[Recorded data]
- Opening Delimiter -
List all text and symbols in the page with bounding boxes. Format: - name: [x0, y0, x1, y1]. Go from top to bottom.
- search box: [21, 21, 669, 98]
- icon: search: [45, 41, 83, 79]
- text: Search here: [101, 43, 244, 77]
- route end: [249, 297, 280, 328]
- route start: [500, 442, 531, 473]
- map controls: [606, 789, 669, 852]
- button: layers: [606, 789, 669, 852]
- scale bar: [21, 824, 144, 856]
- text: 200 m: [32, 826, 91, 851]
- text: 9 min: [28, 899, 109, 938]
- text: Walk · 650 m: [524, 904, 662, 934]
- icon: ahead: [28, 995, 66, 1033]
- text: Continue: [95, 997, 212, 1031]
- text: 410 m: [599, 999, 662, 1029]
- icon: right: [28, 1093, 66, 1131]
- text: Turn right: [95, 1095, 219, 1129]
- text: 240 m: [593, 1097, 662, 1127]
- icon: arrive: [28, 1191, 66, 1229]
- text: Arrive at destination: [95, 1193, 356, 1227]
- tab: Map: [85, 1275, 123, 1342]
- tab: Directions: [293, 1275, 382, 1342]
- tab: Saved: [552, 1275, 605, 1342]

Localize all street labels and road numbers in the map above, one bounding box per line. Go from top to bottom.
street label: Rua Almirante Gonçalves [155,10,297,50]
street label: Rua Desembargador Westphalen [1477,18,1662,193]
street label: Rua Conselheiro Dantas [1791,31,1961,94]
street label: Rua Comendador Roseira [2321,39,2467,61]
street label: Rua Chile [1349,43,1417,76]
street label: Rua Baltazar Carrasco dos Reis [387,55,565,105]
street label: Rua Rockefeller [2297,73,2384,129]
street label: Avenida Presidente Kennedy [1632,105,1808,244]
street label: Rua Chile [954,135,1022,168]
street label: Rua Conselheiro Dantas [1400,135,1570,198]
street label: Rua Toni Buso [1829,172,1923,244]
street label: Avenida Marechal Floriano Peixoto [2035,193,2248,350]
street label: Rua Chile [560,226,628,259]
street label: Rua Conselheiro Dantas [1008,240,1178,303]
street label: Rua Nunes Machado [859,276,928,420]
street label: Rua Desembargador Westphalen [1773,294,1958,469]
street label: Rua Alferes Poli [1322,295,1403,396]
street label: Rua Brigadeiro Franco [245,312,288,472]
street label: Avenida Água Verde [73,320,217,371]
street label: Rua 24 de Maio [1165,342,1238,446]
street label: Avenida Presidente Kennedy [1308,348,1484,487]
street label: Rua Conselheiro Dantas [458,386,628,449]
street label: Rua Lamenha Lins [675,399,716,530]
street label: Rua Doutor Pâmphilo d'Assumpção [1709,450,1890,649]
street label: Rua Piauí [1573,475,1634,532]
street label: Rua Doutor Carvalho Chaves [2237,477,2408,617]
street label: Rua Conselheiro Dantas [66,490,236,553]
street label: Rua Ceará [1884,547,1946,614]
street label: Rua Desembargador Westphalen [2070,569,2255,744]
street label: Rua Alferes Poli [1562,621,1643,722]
- Closing Delimiter -
Activity: The expected output is one number, the tally of lines above containing "text".

Result below: 10